3 路面交通の渋滞


  前述したとおり,大都市への産業,人口の集中による路面交通需要の増大および所得水準の上昇により自動車数は飛躍的に増加した。これを,東京都,大阪府に例をとつてみると, 〔I−4−34表〕のとおりで,自動車数については,昭和30年度とくらべて38年度には,東京都で約4.0倍,大阪府で約4.6倍に増加している。車種別構成をみてみると,自家用乗用車が東京44%,大阪38%となつており,ついで自家用トラックが東京30%,大阪28%を占め,営業用乗用車,トラックおよびバスの比重は自家用車に比すれば非常に少ない。

  この自動車数の爆発的増勢に対し道路網整備がおいついて行けないため大都市交通圏の中心都市においては路面交通は極度の混雑状況を呈するにいたつた。

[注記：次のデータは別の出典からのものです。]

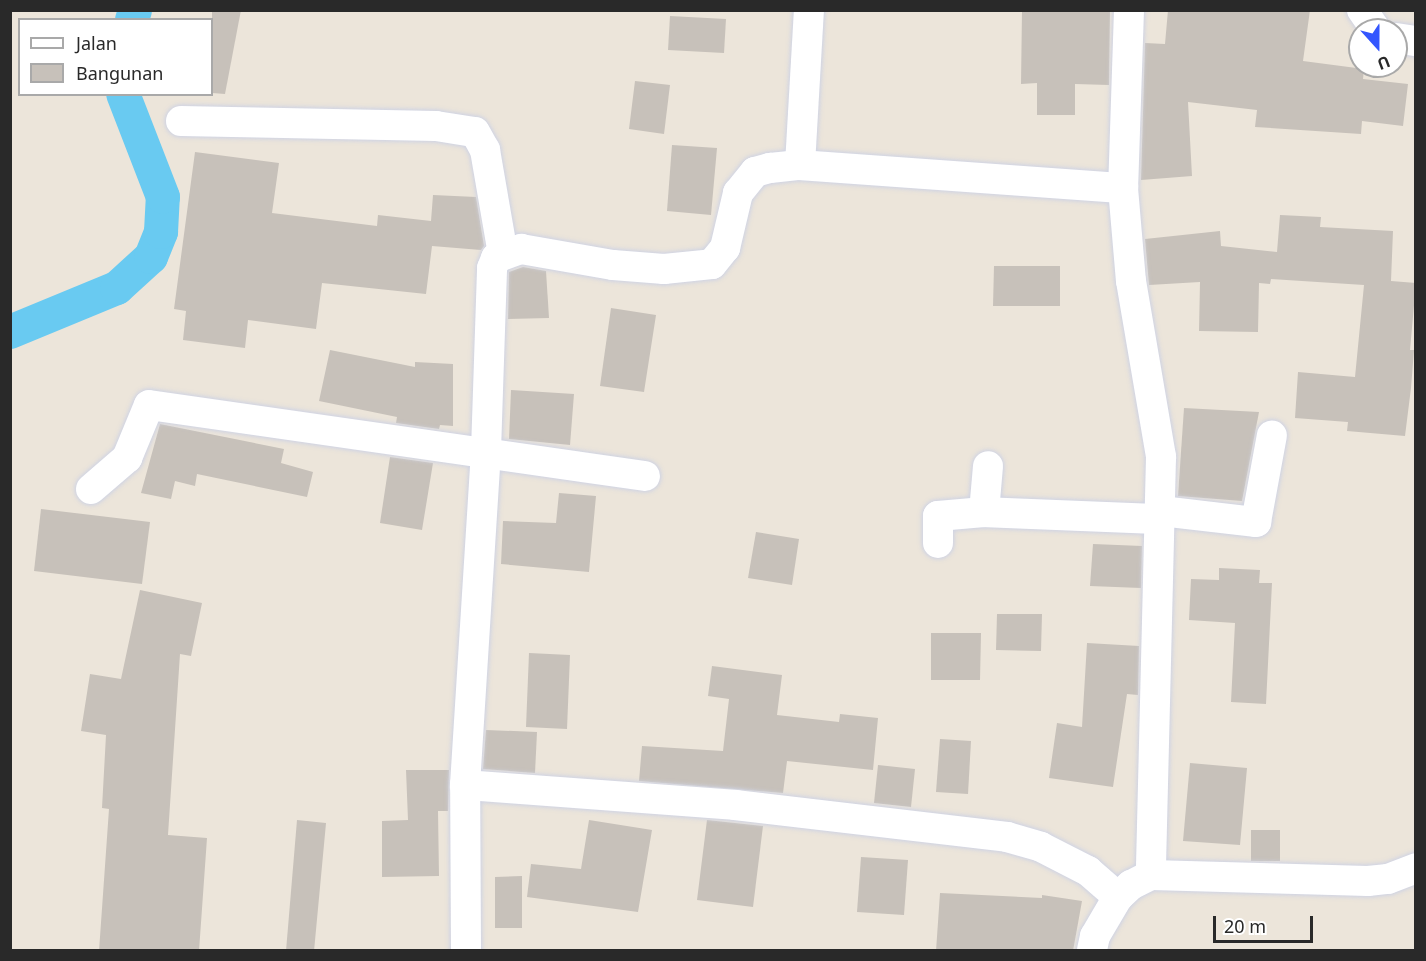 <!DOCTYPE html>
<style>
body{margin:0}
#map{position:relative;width:1426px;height:961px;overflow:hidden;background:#ece5da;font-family:"Noto Sans",sans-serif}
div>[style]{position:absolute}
.canal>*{height:34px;margin:-17px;padding:0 17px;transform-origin:17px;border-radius:17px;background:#69caf1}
.building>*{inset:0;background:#c7c1ba}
.roads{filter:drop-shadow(0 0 2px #cfd3e3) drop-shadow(0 0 2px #cfd3e3)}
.minor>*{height:30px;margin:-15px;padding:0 15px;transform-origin:15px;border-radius:15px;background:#fff}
span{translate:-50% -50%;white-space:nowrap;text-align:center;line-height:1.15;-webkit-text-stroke:6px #fff;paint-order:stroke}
.frame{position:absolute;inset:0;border:12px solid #292929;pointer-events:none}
.legend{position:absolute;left:18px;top:18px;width:195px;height:78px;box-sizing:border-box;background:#fff;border:2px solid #a9a9a9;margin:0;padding:8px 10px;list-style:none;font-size:18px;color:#292929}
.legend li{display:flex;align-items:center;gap:12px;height:30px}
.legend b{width:30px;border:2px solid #a9a9a9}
.north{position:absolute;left:1348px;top:18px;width:60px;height:60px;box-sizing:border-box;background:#fff;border:2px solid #a9a9a9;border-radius:50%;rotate:159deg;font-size:16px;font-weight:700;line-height:24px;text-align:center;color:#292929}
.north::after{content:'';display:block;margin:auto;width:21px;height:27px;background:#3456fe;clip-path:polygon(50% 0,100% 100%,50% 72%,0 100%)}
.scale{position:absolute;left:1213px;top:916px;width:100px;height:27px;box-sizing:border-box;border:3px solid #292929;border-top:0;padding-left:8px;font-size:18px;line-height:21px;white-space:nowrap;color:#292929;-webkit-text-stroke:4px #fff;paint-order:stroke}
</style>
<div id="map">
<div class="canal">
<i style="left:132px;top:20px;width:10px;rotate:-73deg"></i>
<i style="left:10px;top:332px;width:116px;rotate:-22.4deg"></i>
<i style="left:117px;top:288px;width:46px;rotate:-42.4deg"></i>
<i style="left:151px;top:257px;width:27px;rotate:-68deg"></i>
<i style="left:161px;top:232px;width:35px;rotate:-87deg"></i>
<i style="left:163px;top:197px;width:110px;rotate:-111.2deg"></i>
</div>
<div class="building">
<i style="clip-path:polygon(212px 10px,241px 10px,225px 94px,212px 93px)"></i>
<i style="clip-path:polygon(1022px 10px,1110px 10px,1109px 85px,1075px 84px,1075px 115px,1037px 115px,1037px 83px,1021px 84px)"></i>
<i style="clip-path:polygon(1168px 10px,1310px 10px,1303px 61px,1364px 69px,1363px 79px,1408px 84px,1403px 126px,1362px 121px,1361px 134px,1255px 127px,1257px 110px,1188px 102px,1192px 176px,1141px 180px,1145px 43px,1165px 44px)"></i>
<i style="clip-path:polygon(670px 16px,726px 19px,724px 53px,668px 50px)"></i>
<i style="clip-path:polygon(635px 81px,670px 85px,664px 134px,629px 129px)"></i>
<i style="clip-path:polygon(672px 145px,717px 148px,711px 215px,667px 211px)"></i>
<i style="clip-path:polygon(195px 152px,279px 163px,272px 213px,377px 226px,378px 215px,431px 221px,433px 195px,476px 197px,484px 246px,481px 250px,432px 246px,426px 294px,322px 283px,316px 329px,248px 320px,245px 348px,183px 340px,186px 311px,174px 309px)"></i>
<i style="clip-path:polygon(1280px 215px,1321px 217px,1320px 227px,1393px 231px,1391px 281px,1416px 283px,1410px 350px,1414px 350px,1411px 388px,1405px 436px,1347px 431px,1348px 422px,1295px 418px,1298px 372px,1355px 377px,1364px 285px,1271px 279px,1270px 284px,1259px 283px,1258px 332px,1199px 331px,1200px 282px,1149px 285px,1145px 239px,1220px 231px,1221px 246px,1277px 252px)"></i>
<i style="clip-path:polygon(994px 266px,1060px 266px,1060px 306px,993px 306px)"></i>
<i style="clip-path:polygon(523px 267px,546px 271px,549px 318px,508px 319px,509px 272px)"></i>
<i style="clip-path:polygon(611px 308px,656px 315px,644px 392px,600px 386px)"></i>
<i style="clip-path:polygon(330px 350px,415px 367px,415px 362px,453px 364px,453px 426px,440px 425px,439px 429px,396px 423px,397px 417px,319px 401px)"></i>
<i style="clip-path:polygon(511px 390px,574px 394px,570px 445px,509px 439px)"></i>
<i style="clip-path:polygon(1184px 408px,1259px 412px,1242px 501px,1178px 496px)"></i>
<i style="clip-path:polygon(160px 424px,284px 449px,281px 463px,313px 472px,307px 497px,197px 474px,195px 486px,175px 481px,171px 499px,141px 493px)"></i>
<i style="clip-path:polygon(390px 457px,433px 463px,422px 530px,380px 523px)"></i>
<i style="clip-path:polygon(559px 493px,596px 496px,589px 572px,501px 564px,503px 521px,556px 523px)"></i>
<i style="clip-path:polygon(41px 509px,150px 522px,142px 584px,34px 571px)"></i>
<i style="clip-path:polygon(756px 532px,799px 539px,792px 585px,748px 578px)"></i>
<i style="clip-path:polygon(1093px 544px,1142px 546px,1141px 588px,1090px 586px)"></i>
<i style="clip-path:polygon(1219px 568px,1260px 570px,1259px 583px,1272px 583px,1266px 704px,1231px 702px,1235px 623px,1189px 620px,1191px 579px,1219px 580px)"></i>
<i style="clip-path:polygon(140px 590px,202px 603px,191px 656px,180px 654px,168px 835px,207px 838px,199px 951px,99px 951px,109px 809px,102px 808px,106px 735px,81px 731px,90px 674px,121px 679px)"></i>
<i style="clip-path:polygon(997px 614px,1042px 614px,1041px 651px,996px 650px)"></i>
<i style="clip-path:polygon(931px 633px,981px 633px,980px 680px,931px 680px)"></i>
<i style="clip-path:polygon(1087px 643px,1139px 646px,1138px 695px,1127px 694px,1113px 787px,1049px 778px,1057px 723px,1082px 727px)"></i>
<i style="clip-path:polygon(529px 653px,570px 655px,567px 729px,526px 727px)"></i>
<i style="clip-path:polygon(712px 666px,782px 675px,777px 715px,839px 722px,840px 714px,878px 718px,873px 770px,787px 761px,783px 793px,639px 781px,642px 746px,723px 751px,729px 699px,708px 696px)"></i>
<i style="clip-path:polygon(486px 730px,537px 732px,535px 773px,483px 769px)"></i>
<i style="clip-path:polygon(940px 739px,971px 741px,968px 794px,936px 792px)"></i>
<i style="clip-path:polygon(1190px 763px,1247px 768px,1240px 845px,1183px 841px)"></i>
<i style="clip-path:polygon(878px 765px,915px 769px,911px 807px,874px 803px)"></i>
<i style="clip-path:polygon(406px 770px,449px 770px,448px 811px,438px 811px,439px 876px,382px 877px,382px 821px,408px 820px)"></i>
<i style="clip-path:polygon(297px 820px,326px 823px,314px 951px,286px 951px)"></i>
<i style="clip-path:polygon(589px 820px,652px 830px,638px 912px,527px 897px,531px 864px,581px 869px)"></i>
<i style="clip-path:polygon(707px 820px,763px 826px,753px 907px,697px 900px)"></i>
<i style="clip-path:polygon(1251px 830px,1280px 830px,1280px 861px,1251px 861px)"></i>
<i style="clip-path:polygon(861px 857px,908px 860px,904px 915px,857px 912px)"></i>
<i style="clip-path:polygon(522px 876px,522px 928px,495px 928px,495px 877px)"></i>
<i style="clip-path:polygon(940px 893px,1042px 898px,1042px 895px,1082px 901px,1073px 951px,936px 951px)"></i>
</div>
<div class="roads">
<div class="minor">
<i style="left:1129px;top:10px;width:178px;rotate:91.9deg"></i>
<i style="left:1123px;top:188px;width:93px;rotate:85.1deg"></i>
<i style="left:1131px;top:281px;width:179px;rotate:80.3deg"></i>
<i style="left:1161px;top:457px;width:418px;rotate:91.4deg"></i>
<i style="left:1362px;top:10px;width:24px;rotate:55deg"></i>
<i style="left:1396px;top:38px;width:20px;rotate:9deg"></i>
<i style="left:181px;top:121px;width:255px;rotate:1.1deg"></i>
<i style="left:436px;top:126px;width:39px;rotate:9deg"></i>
<i style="left:475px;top:132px;width:21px;rotate:61deg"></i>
<i style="left:485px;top:150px;width:106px;rotate:80.2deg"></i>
<i style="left:800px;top:165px;width:155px;rotate:-86.7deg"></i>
<i style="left:91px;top:489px;width:48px;rotate:-40.7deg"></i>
<i style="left:127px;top:458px;width:57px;rotate:-67.5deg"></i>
<i style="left:149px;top:405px;width:501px;rotate:8.15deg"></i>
<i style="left:1161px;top:511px;width:96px;rotate:6.6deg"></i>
<i style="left:1256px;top:522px;width:88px;rotate:-79.6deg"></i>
<i style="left:984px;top:512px;width:46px;rotate:-85deg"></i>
<i style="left:938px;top:543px;width:27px;rotate:-90deg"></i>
<i style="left:938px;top:516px;width:46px;rotate:-5deg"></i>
<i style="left:984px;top:512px;width:176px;rotate:2.3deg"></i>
<i style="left:465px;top:785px;width:271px;rotate:4.2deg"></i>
<i style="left:735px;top:805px;width:274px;rotate:6.7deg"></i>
<i style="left:1007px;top:837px;width:35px;rotate:16deg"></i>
<i style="left:1041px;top:847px;width:53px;rotate:27.1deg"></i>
<i style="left:1088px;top:871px;width:40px;rotate:41deg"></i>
<i style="left:466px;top:950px;width:165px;rotate:-90.3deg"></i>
<i style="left:465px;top:785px;width:335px;rotate:-86.4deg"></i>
<i style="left:486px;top:451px;width:183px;rotate:-88.1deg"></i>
<i style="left:492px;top:268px;width:11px;rotate:-68deg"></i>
<i style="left:496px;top:258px;width:27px;rotate:-20deg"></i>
<i style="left:521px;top:249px;width:93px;rotate:9.9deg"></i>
<i style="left:613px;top:265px;width:51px;rotate:4.5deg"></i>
<i style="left:664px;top:269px;width:48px;rotate:-5.9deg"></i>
<i style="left:712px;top:264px;width:21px;rotate:-51deg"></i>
<i style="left:725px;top:248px;width:57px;rotate:-76.7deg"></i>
<i style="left:738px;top:193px;width:27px;rotate:-51deg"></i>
<i style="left:755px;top:172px;width:16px;rotate:-15deg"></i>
<i style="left:770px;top:168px;width:30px;rotate:-6deg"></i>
<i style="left:800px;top:165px;width:324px;rotate:4.1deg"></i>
<i style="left:1092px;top:950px;width:14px;rotate:-78deg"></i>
<i style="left:1095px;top:936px;width:45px;rotate:-59.5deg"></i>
<i style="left:1118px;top:897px;width:18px;rotate:-43deg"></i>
<i style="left:1131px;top:885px;width:22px;rotate:-27deg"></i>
<i style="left:1151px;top:875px;width:217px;rotate:1.6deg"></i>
<i style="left:1368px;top:881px;width:20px;rotate:-6deg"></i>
<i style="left:1388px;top:879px;width:30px;rotate:-21deg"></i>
</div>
</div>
<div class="frame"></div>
<ul class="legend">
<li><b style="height:8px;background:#fff"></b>Jalan</li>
<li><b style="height:16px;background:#c7c1ba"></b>Bangunan</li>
</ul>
<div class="north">U</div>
<div class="scale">20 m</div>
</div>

首都,京阪神交通圏の中心都市の主要交差点通過自動車数について30年度と37年度とを比較してみると 〔I−4−35表〕のとおり東京都2.2倍,大阪市1.7倍(36年度)となつており,交差点をボトルネックとして路面交通が渋滞しつつあることがうかがわれる。このような路面交通の混雑により,路面交通機関の時速は 〔I−4−36図〕にみられるとおり年々低下の一途をたどり,大都市の民生および産業活動に大きな悪影響をあたえている。

  このような病態的交通混雑を幾分なりと緩和するため,車種別交通規制,右折,左折の禁止,一方通行等の規制措置が行なわれてきたが,いぜんとして路面交通混雑は日増しに激しさを加えつつある。そこで,不足している大都市内交通容量の増強をはかるため,最近高速道路網の建設,主要道路の立体交差化等自動車道路の増強が行なわれてきているが,なおいつそうこれを強力に推進する必要がある。また,これと併行して路面混雑激化の一要因となつている都心の市場,倉庫,問屋等を中心都市周辺に移し,道路網と密接に連絡する大規模な流通施設センターをトラック・ターミナルと一体として建設する計画を進めている。また,旅客輸送の面では,大衆の路面交通機関として,輸送効率の高いバスの優先通行を確保するとともに,その円滑な運行のため駅前広場の拡張およびバスターミナルの建設を行なう必要がある。